Prior to the rain, la chicharras, our cicadas, sing the rainsong. It is one of the sure sounds of the season. The frogs sing too and in the evening they come to the windows of the office to feed on insects. They sleep during the day under pillows and in pottery on the veranda. Walking at night with the flashlight, I am overwhelmed by the dense insect-life in the air, on the ground, in the trees - the night is vibrating with humming, buzzing, clicking and clacking.
The view into the orchard below is a strobing lightshow of fireflies.

Silent, with one eye open to the frogs and mice, a large boa rests wrapped in the bars of our window grill.

A young rooster has found his voice. His crow is the first 5 notes from the old sitcom "Get Smart". I hear it all day long as a playful tease, get smart!

Wally and I are are witnesses to the complex balance of our ecosystem on the farm. It's a relational world, one thing linked to another. In tropical Mexico it's more vivid and apparent than any place I've ever lived.

Summer pickins' from the farm 

I'm preparing to teach summer school in two weeks. The theme this year is Ecologia y yo! - (Ecology and me!)  Raising the awareness of digital-addicted kids to seeing themselves as connected and related to everything in this richly diverse universe, and to get them to see this as a pattern that informs everything will take a transformation of consciousness. 

I know, I know, sounds too, too...ambitious. But it occurs to me that a simple starting point is to learn how to see.

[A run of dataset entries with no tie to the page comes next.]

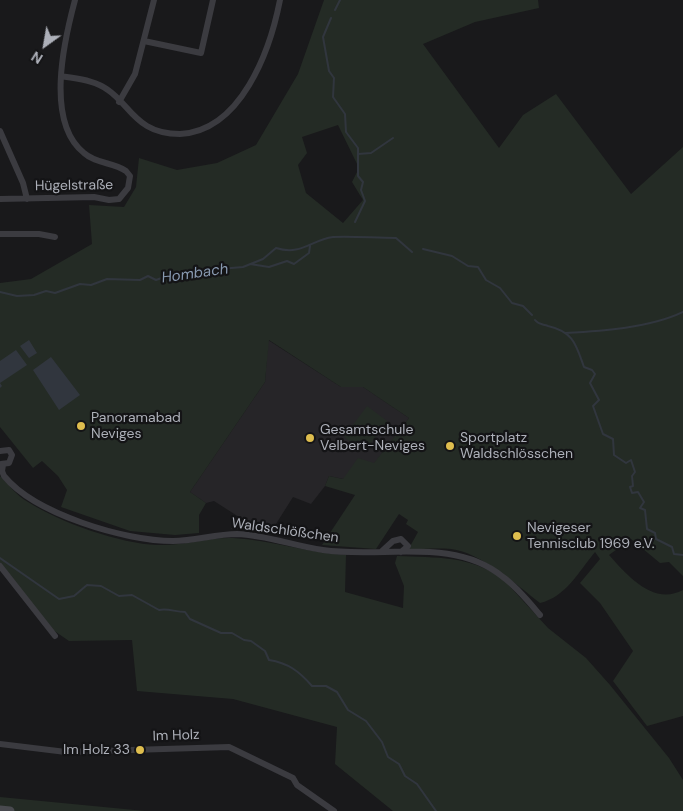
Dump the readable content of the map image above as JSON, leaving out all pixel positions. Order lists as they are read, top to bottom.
{
  "streets": {
    "street": ["Hügelstraße", "Waldschlößchen", "Im Holz"]
  },
  "water": ["Hombach"],
  "places": [
    "Panoramabad Neviges",
    "Gesamtschule Velbert-Neviges",
    "Sportplatz Waldschlösschen",
    "Nevigeser Tennisclub 1969 e.V.",
    "Im Holz 33"
  ],
  "north": "bottom left"
}
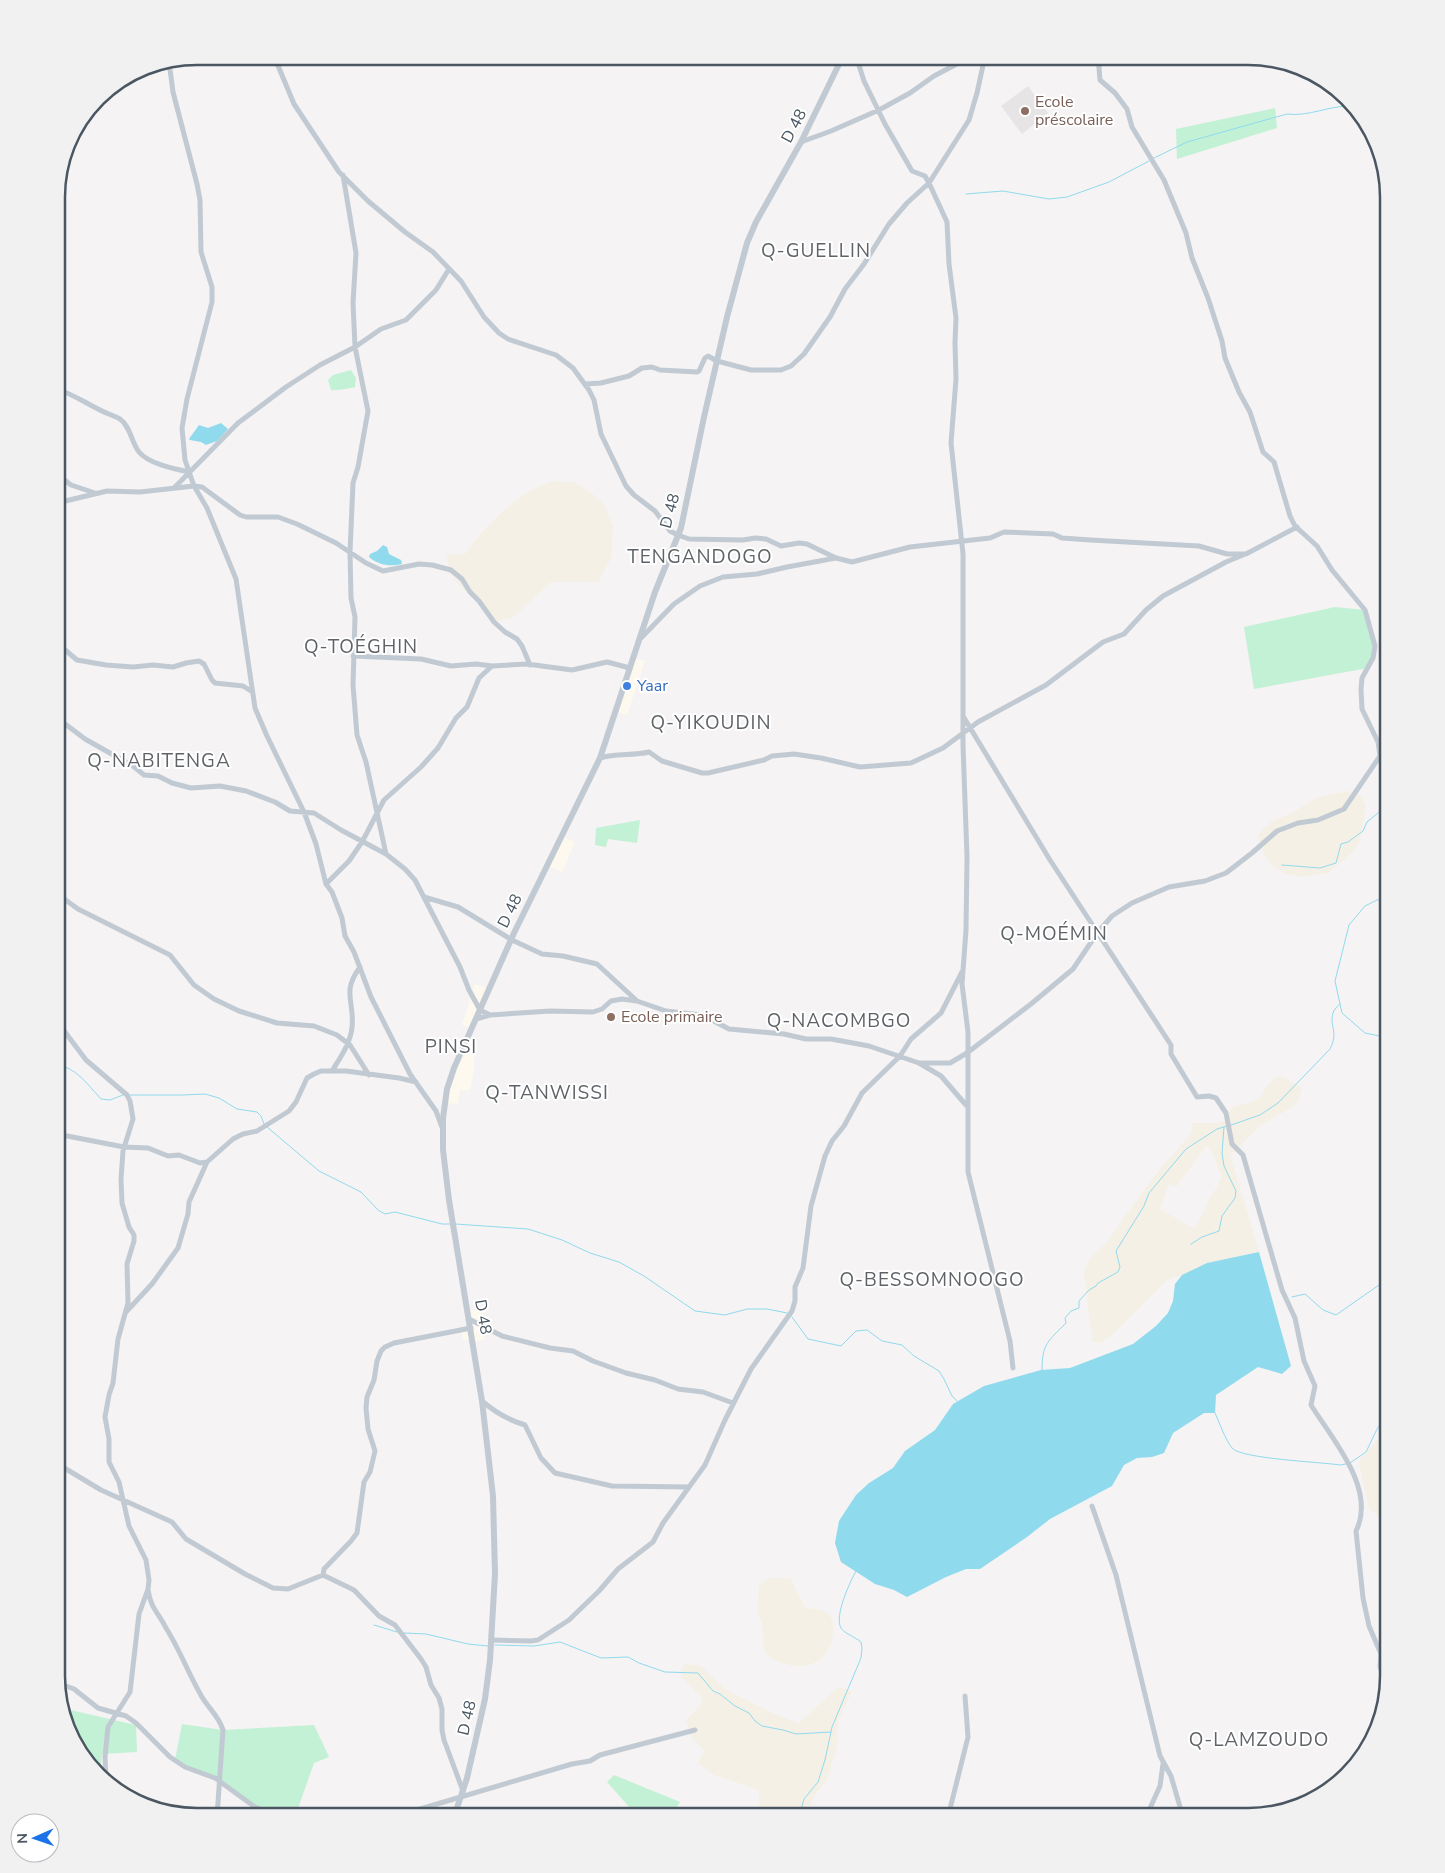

My mother gave my sisters and me the gift of deep seeing. Her enthusiasm for the wonders of nature in the tiniest details were our first exposure to pure joy. They were awakening moments. I believe that might be the magic key:  to be startled awake by beauty is transformative. For me it was the spark that ignited a blaze of love for the things of nature that has fueled my whole life. When you love something you naturally care, naturally want to protect, naturally strive to live up to your part in the relationship. This heart-driven ecology feels like it might hit the mark of a true-love marriage between the sciences of the cosmos and evolving human beings, or as we say on the farm: human beans.

I'm not a scientist or an educator. I'm a romantic - a believer that beauty, like love can save the world. It saved me!